Saved data entries
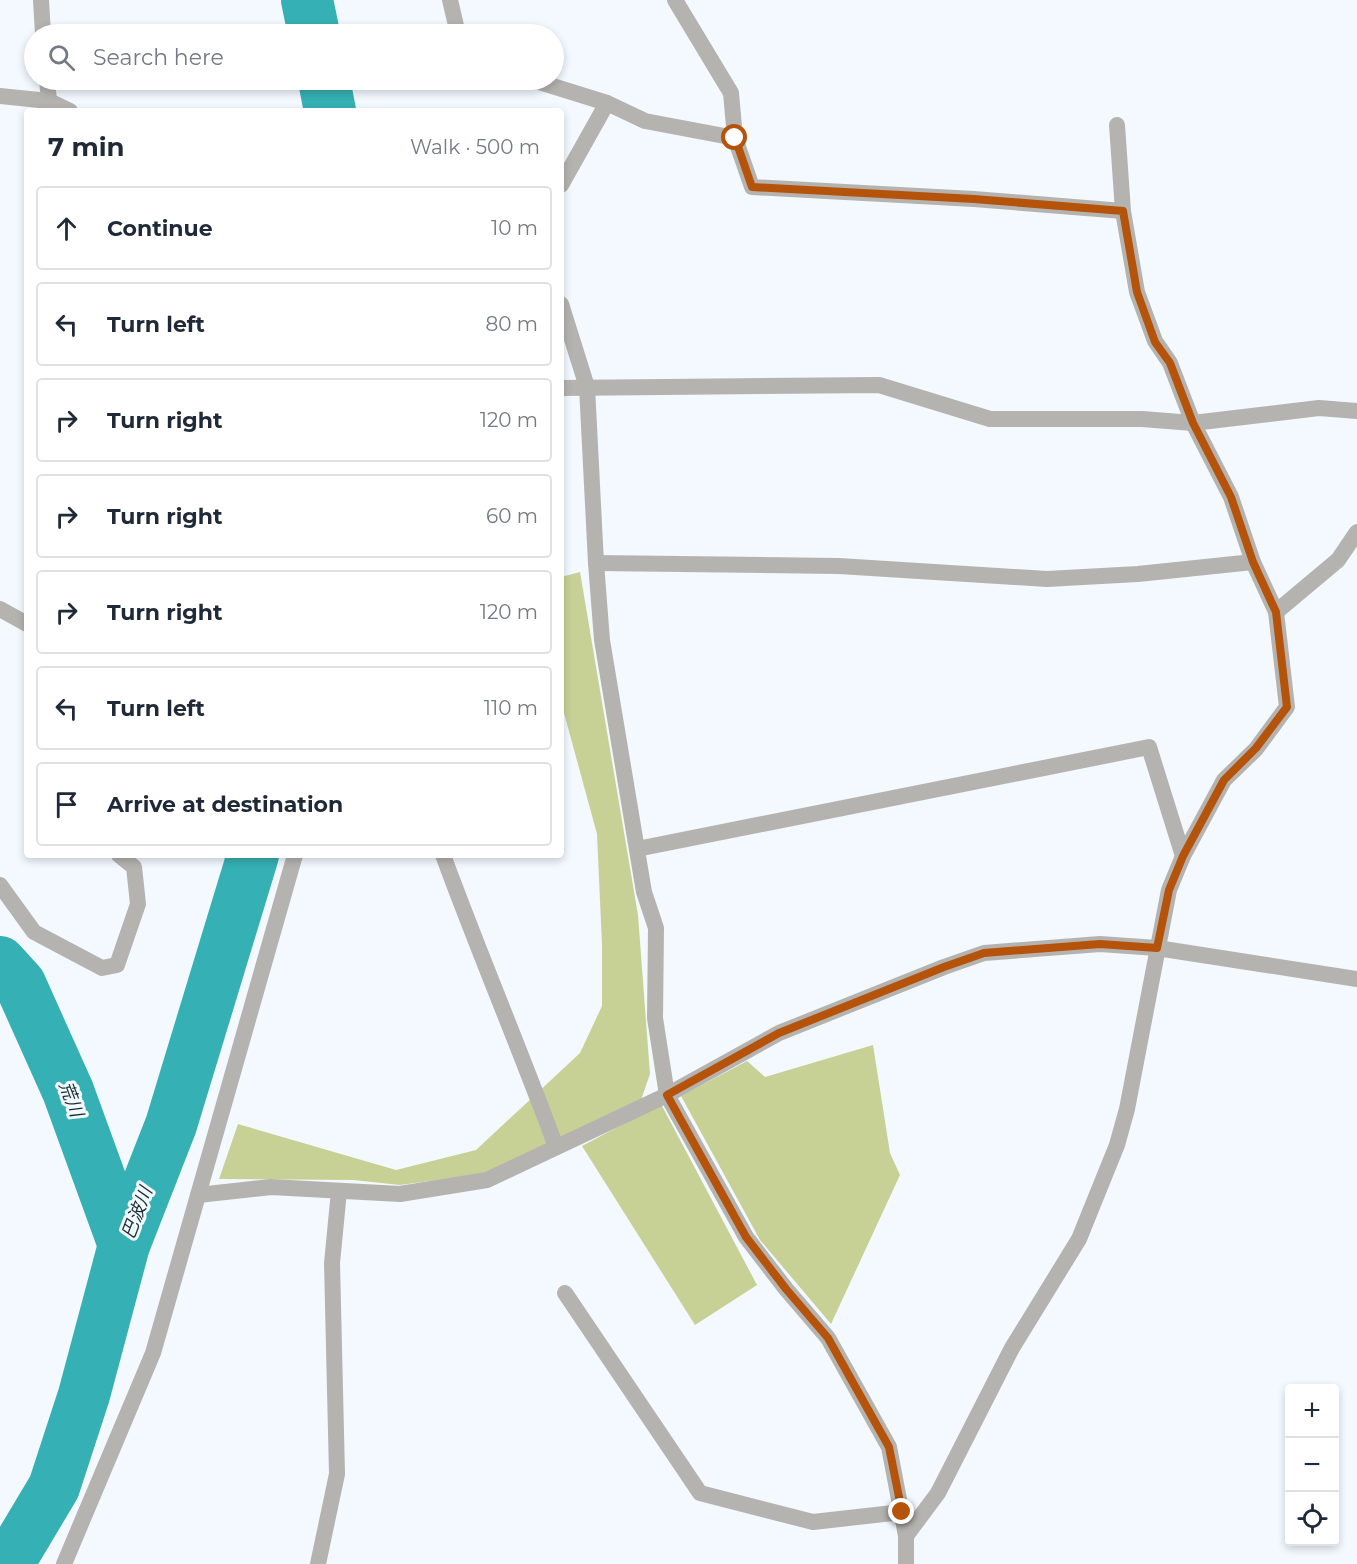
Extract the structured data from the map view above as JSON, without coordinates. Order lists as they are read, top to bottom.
{
  "water": ["荒川", "巴波川"],
  "page": {
    "search": "Search here",
    "heading": ["7 min", "Walk · 500 m"],
    "list": [
      ["Continue", "10 m"],
      ["Turn left", "80 m"],
      ["Turn right", "120 m"],
      ["Turn right", "60 m"],
      ["Turn right", "120 m"],
      ["Turn left", "110 m"],
      "Arrive at destination"
    ],
    "map_buttons": ["+", "−"]
  }
}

> INSTRUCTIONS TO FOLLOW: Output each record precisely as it appears, and drop every picture.

> COMPLETED TASK:
Extract the structured data from the map view above as JSON, without coordinates. Order lists as they are read, top to bottom.
{
  "water": ["荒川", "巴波川"],
  "page": {
    "search": "Search here",
    "heading": ["7 min", "Walk · 500 m"],
    "list": [
      ["Continue", "10 m"],
      ["Turn left", "80 m"],
      ["Turn right", "120 m"],
      ["Turn right", "60 m"],
      ["Turn right", "120 m"],
      ["Turn left", "110 m"],
      "Arrive at destination"
    ],
    "map_buttons": ["+", "−"]
  }
}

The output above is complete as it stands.